### [Stored data]
------------------------------------------------------------

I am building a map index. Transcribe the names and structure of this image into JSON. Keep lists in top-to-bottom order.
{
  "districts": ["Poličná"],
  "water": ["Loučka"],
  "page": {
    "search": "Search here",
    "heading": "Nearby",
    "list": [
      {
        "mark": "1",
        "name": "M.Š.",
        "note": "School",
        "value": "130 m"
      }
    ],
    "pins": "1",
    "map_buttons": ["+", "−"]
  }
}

------------------------------------------------------------

### [DIRECTIONS]
Exact copies of all the entries above are required.

### [OUTPUT OF THE EXERCISE]
I am building a map index. Transcribe the names and structure of this image into JSON. Keep lists in top-to-bottom order.
{
  "districts": ["Poličná"],
  "water": ["Loučka"],
  "page": {
    "search": "Search here",
    "heading": "Nearby",
    "list": [
      {
        "mark": "1",
        "name": "M.Š.",
        "note": "School",
        "value": "130 m"
      }
    ],
    "pins": "1",
    "map_buttons": ["+", "−"]
  }
}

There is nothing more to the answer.